Horowitz and Reps.  1992.  "The Use of Program Dependence Graphs in Software Engineering."

Key Concept: program dependence graphs (PDGs)

Summary: The paper uses PDGs for programs (single-procedure programs) and systems (multi-procedure programs) to present algorithms to solve eight problems related to the structure of programs: three slicing problems, three differencing problems, and two integration problems.  Solutions to these problems are potentially useful in a variety of software engineering tasks, such as program understanding, system evolution, and version integration.  The techniques are static.  In general, the solutions are complete, but not sound.

Assessment:  The ideas and approach presented in this paper sound great in theory.  But, as of the writing of this paper (1992), the implementation of the ideas had not progressed beyond a toy domain.  The language constructs supported are a subset of those of a useful language and the scale of programs analyzed is very small.   These comments are observations, not criticisms; it is, of course, a reasonable progression to validate an approach in a toy domain during early research, and then scale to more useful domains as the work progresses.  A key question for this work is whether it can be scaled to useful domains.   The alarming number of occurrences of the words "intractable" and "undecidable" in the text discussion of algorithms does not bode well for the scalability of the approach -- nor does the graphical complexity of PDGs of even the simplest of programs.

Mini-Soapbox.  Assessing this work as research, one probably needs to be judiciously agnostic about whether it will ever lead to useful tools for practicing software engineers.  In the field of computer science, at least, research ranges from esoteric mathematical formalism to unapologetically pragmatic commercialism.  As a formal approach to characterizing certain properties of programs and their variations, the work in this paper is quite appealing, and intuitively instructive -- that is, it instructs the intuition.  But if we assume that the goal of this research (as well as some of the other research efforts we have read about this term) is to develop useful tools, then the following comment is a reasonable one.

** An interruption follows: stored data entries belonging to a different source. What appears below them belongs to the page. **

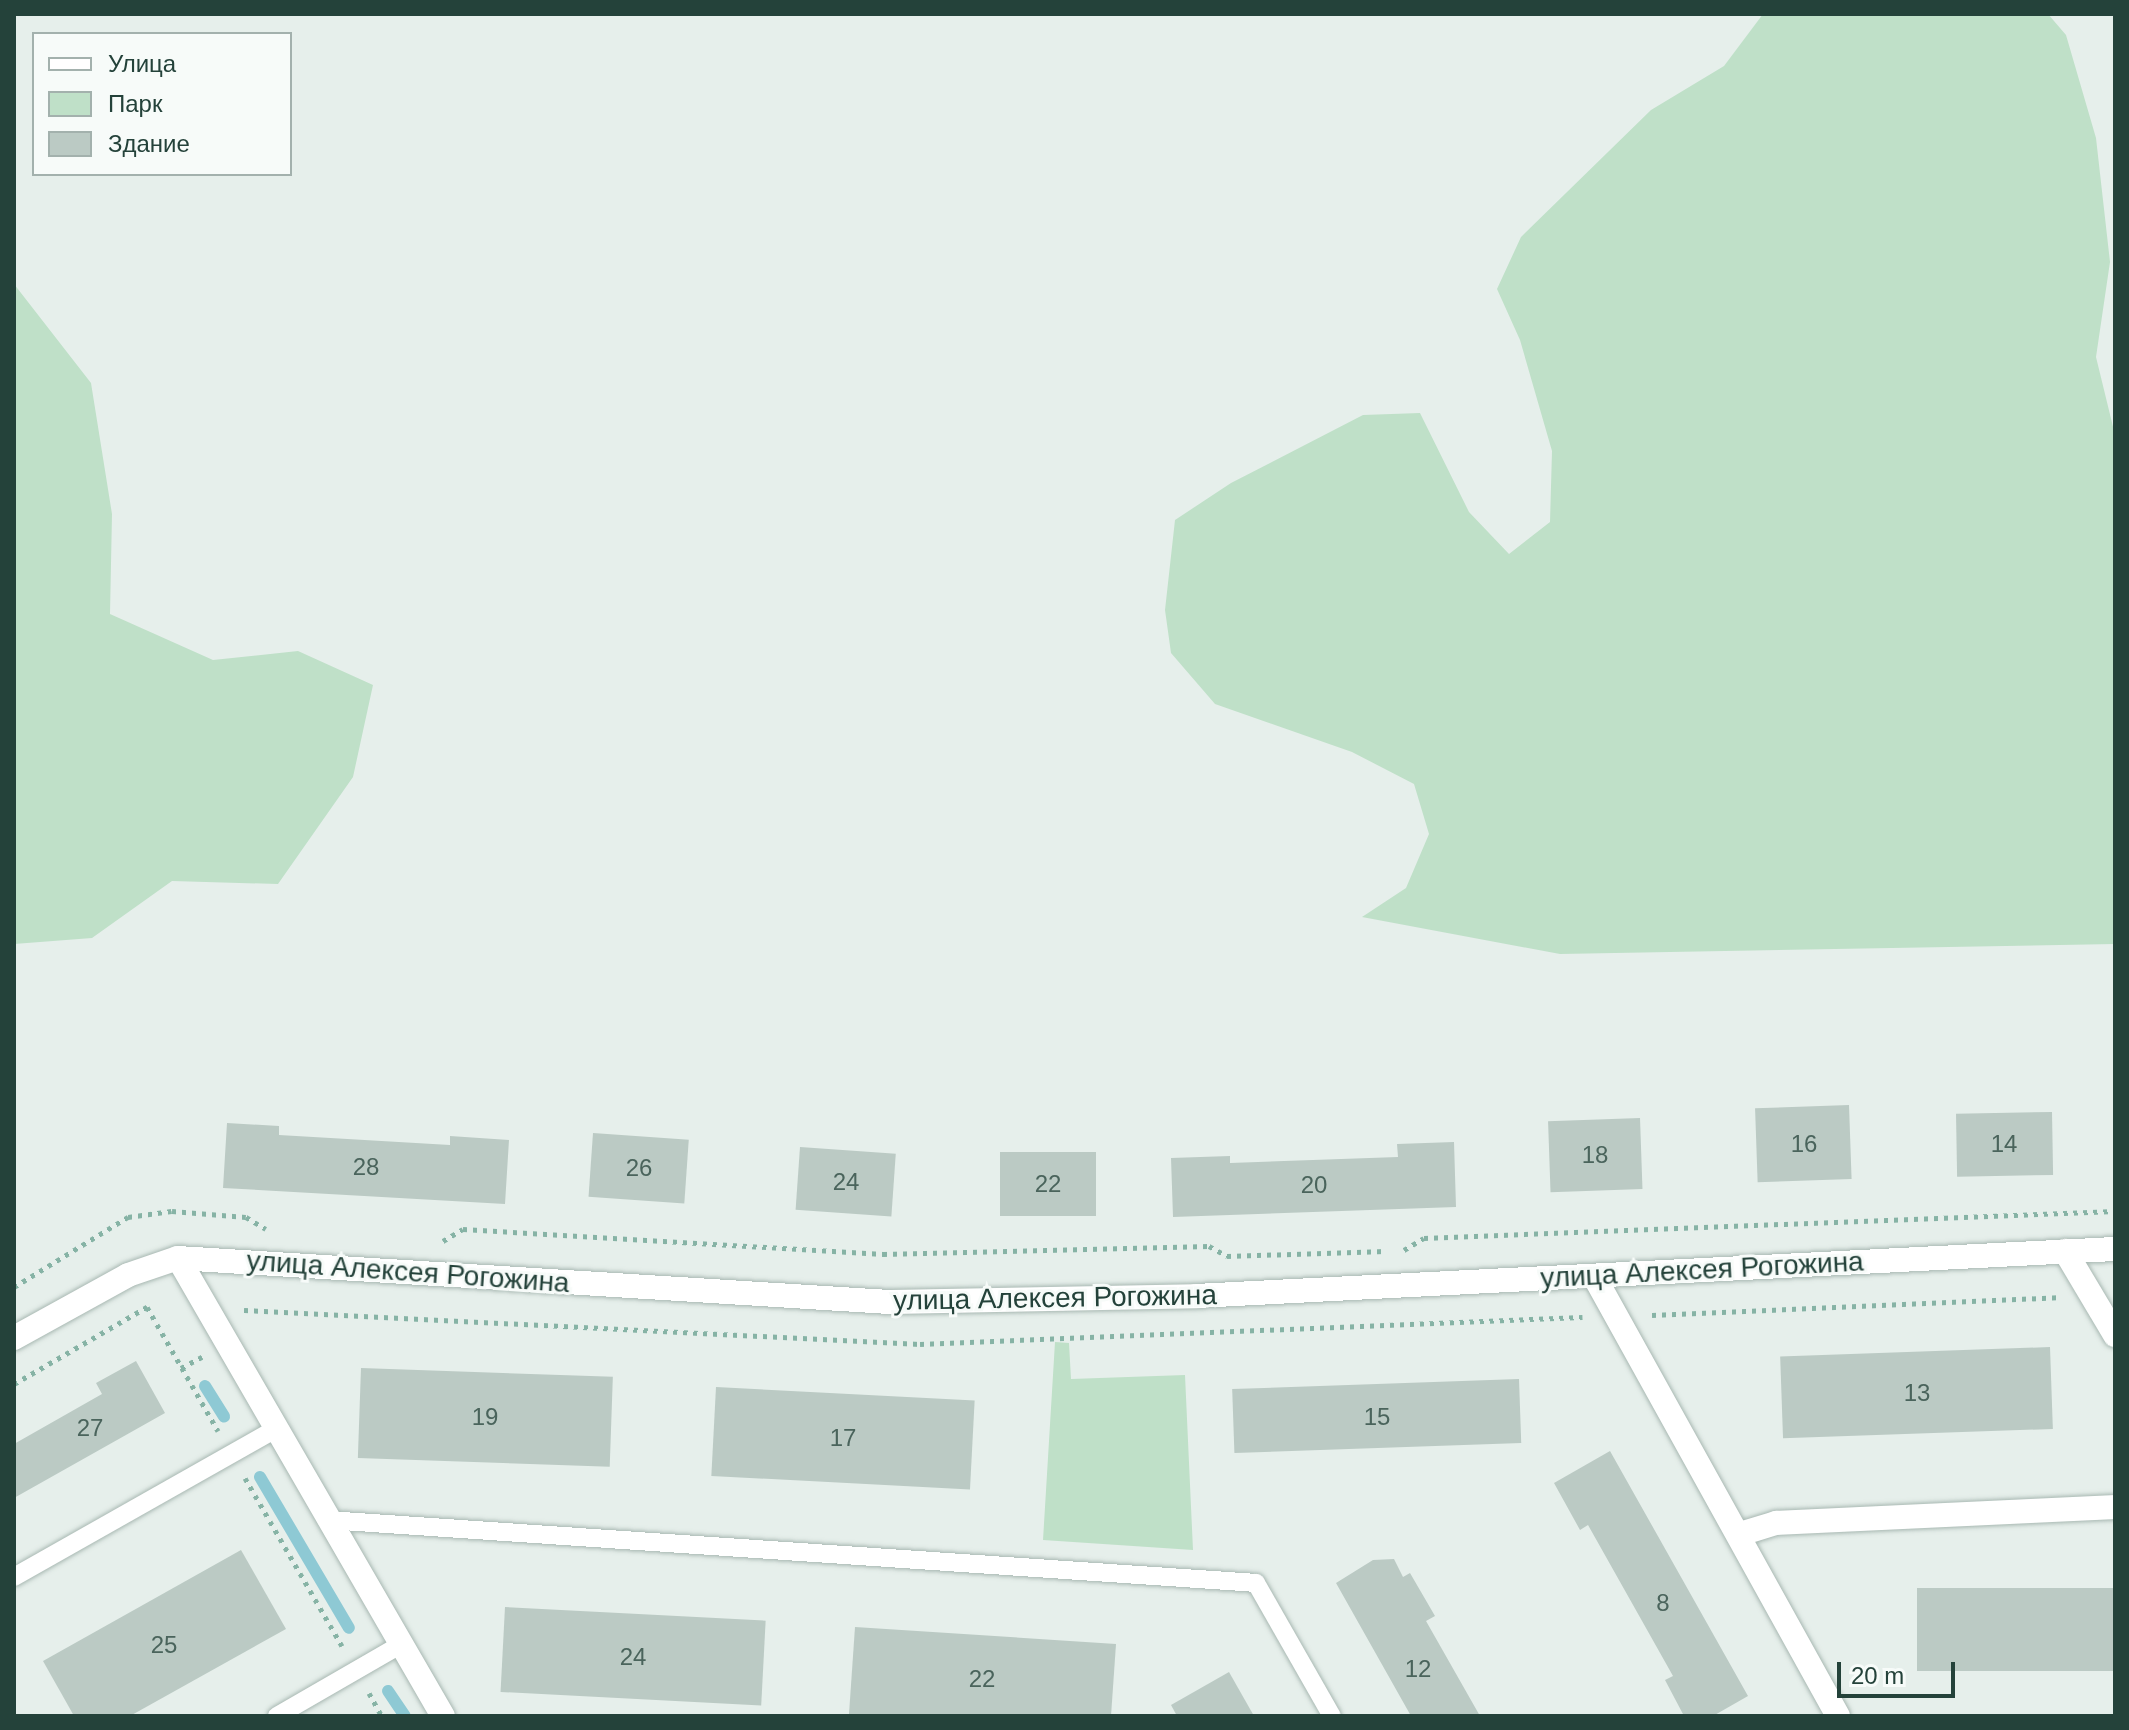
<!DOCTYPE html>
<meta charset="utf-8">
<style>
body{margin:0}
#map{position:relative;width:2129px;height:1730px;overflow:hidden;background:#e6efeb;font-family:Helvetica,sans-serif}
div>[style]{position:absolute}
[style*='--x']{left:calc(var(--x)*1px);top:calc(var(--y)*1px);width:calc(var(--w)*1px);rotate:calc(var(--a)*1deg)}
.green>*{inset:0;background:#bfe0c8}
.stream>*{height:12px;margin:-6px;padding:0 6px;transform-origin:6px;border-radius:6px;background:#8ec9d4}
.building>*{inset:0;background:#bbcac4;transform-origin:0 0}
.path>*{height:5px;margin-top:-2.5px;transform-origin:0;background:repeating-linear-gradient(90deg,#86b3a5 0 4px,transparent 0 10px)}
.roads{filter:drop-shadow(0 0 2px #a8b8b2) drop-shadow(0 0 2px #a8b8b2)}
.service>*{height:18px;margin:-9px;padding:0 9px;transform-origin:9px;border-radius:9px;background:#fff}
.minor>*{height:24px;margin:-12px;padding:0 12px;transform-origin:12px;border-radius:12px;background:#fff}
span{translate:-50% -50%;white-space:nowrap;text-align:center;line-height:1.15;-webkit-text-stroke:6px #f7fbf9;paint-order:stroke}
.number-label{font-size:24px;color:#4a645c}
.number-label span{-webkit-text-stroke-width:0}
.street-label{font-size:28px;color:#24423a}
.frame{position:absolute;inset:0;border:16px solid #24423a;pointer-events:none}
.legend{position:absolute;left:32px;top:32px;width:260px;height:144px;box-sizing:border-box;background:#f7fbf9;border:2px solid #a3b1ad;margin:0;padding:10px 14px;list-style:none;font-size:24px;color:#24423a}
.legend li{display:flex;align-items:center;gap:16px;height:40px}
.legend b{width:40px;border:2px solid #a3b1ad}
.scale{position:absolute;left:1837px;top:1662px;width:118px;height:36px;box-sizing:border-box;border:4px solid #24423a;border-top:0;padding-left:10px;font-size:24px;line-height:28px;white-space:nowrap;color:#24423a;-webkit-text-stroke:6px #f7fbf9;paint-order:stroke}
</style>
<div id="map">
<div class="green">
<div style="clip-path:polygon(1763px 14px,2048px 14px,2066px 35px,2096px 138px,2110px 262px,2096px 357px,2115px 435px,2115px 944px,1560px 954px,1362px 917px,1406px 888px,1429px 834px,1414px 784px,1352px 752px,1215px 704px,1171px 653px,1165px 610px,1175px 520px,1231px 483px,1363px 415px,1420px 413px,1469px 512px,1509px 554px,1550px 522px,1552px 451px,1520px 340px,1497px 289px,1521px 237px,1651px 110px,1724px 66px)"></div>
<div style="clip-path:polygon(14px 284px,91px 383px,112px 514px,110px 614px,213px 660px,298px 651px,373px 685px,353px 777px,278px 884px,172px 881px,92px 938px,14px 944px)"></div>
<div style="clip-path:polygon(1055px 1342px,1069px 1343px,1071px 1379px,1185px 1375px,1193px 1550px,1043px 1540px)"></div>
</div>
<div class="stream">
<div style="--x:205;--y:1386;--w:36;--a:58"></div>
<div style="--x:260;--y:1477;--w:175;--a:59.5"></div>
<div style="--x:388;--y:1691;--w:30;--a:56"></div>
</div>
<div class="building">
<div style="left:1849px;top:1105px;width:74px;height:94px;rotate:88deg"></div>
<div style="left:2052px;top:1112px;width:63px;height:96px;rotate:89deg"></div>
<div style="left:1640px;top:1118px;width:71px;height:92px;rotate:88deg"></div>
<div style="clip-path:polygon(227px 1123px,279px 1126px,279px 1135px,450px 1145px,450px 1136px,509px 1140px,505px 1204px,223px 1188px)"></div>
<div style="left:593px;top:1133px;width:96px;height:64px;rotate:4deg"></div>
<div style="clip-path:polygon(1454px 1142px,1456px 1207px,1173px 1217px,1171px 1158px,1230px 1156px,1230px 1163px,1398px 1157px,1397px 1144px)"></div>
<div style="left:800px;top:1147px;width:96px;height:63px;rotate:4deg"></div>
<div style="left:1096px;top:1152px;width:64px;height:96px;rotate:90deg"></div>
<div style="left:2050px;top:1347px;width:82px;height:270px;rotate:88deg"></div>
<div style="clip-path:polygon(136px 1361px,165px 1413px,14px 1498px,14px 1444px,102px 1394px,96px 1383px)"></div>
<div style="left:361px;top:1368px;width:252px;height:90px;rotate:2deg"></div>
<div style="left:1519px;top:1379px;width:64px;height:287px;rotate:88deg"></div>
<div style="left:716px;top:1387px;width:259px;height:89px;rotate:3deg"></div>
<div style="clip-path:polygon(1610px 1451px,1748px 1696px,1713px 1716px,1684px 1716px,1665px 1680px,1673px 1676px,1588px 1525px,1580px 1530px,1554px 1483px)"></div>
<div style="clip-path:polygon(241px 1550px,286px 1629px,130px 1716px,74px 1716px,43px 1661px)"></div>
<div style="clip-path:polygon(1394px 1559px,1403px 1577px,1410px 1573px,1435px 1616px,1426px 1621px,1480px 1716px,1411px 1716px,1336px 1583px,1373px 1560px)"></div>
<div style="left:2115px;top:1588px;width:83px;height:198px;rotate:90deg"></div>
<div style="left:505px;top:1607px;width:261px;height:85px;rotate:3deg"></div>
<div style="clip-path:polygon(855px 1627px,1116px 1644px,1111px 1716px,849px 1714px)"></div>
<div style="clip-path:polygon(1229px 1672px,1254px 1716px,1177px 1716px,1171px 1705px)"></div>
</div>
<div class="path">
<div style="--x:443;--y:1241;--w:23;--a:-31"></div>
<div style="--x:463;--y:1229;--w:421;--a:3.4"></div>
<div style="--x:883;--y:1254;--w:326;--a:-1.4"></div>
<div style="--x:1209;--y:1246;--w:21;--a:29"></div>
<div style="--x:1227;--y:1256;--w:159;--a:-1.8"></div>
<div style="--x:1404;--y:1250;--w:23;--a:-31"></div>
<div style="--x:1424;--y:1238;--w:692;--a:-2.24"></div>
<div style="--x:14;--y:1287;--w:134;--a:-31.6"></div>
<div style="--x:128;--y:1217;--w:44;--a:-7.8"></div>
<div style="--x:172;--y:1211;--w:74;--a:4.6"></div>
<div style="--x:246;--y:1217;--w:23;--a:31"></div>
<div style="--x:244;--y:1310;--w:677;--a:2.88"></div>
<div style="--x:920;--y:1344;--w:663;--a:-2.34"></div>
<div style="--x:1652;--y:1315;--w:406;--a:-2.5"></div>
<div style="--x:181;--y:1368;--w:24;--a:-28"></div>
<div style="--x:14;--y:1384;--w:154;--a:-30.1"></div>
<div style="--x:147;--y:1307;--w:143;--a:60.2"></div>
<div style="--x:245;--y:1478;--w:194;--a:60"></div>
<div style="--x:369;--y:1693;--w:26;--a:61"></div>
</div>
<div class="roads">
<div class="service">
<div style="--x:328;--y:1520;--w:930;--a:3.88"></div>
<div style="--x:1256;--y:1583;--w:153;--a:60.3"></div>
<div style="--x:14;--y:1577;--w:301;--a:-29.5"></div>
<div style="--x:277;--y:1716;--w:142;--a:-30"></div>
</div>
<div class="minor">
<div style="--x:2065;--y:1251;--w:98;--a:59.2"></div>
<div style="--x:178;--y:1258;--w:529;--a:59.95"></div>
<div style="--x:1594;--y:1276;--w:503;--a:60.99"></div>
<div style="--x:14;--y:1338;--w:130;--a:-28.9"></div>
<div style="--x:128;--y:1275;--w:53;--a:-18.8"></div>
<div style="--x:178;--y:1258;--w:713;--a:3.54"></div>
<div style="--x:890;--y:1302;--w:306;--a:-1.1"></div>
<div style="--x:1196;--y:1296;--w:920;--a:-2.93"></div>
<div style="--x:1740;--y:1534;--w:38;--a:-17"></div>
<div style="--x:1776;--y:1523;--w:339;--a:-2.7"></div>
</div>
</div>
<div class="number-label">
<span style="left:1804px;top:1144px">16</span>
<span style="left:2004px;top:1144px">14</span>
<span style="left:1595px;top:1155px">18</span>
<span style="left:366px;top:1167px">28</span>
<span style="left:639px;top:1168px">26</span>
<span style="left:846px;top:1182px">24</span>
<span style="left:1048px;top:1184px">22</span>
<span style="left:1314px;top:1185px">20</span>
<span style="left:1917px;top:1393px">13</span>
<span style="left:485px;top:1417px">19</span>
<span style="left:1377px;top:1417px">15</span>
<span style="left:90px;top:1428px">27</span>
<span style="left:843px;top:1438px">17</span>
<span style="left:1663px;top:1603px">8</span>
<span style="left:164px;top:1645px">25</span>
<span style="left:633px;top:1657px">24</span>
<span style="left:1418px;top:1669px">12</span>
<span style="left:982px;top:1679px">22</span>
</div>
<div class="street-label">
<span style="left:1702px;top:1270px;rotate:-3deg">улица Алексея Рогожина</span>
<span style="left:408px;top:1272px;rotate:4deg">улица Алексея Рогожина</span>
<span style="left:1055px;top:1298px;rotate:-1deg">улица Алексея Рогожина</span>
</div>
<div class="frame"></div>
<ul class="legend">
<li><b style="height:10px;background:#fff"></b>Улица</li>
<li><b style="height:22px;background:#bfe0c8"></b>Парк</li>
<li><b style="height:22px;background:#bbcac4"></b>Здание</li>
</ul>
<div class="scale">20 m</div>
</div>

In a previous incarnation, I spent alot of time doing back-of-envelope and order-of-magnitude calculations about different phenomena.  It seems to me, that with the well-developed understanding of computational complexity in computer science, extensive system parameterization -- processor speed, memory size, etc. -- and sophisticated modeling and simulation techniques, it is possible and would be extremely useful to sketch very roughly the resource profile of a prototype version of this kind of approach.  If useful functionality looks like it exceeds current technology by five or six orders of magnitude, then you have a problem -- and probably not a useful tool.  If you can guesstimate useful functionality within two or three orders of magnitude of what is currently available, then you may have something useful.  The other half of the back-of-the-envelope calculation is, of course, to play what-if with the feature set in an attempt to speculate on what kind of configuration would supply what kind of useful functionality.  These comments are way over on the development side of R & D, but in industry, the project would probably live or die by such a pitch.

-- Love the approach, though.

Ernst, Cockrell, Griswold, and Notkin.  1997.  "Dynamically Discovering Likely Program Invariants to Support Program Evolution."

Key Concept: inferred invariants in programs

Summary:  The paper describes dynamic inference of program invariants from execution traces.  The basic approach is to instrument a program to capture variable values at key program points in a trace for a suite of test runs, and then to use an inference engine to determine likely invariants.  The engine works with a reasonably short, but extensible, set of possible invariants to test.  The thesis is that the invariants so discovered are potentially useful in a variety of software engineering tasks, such as program understanding and system modification.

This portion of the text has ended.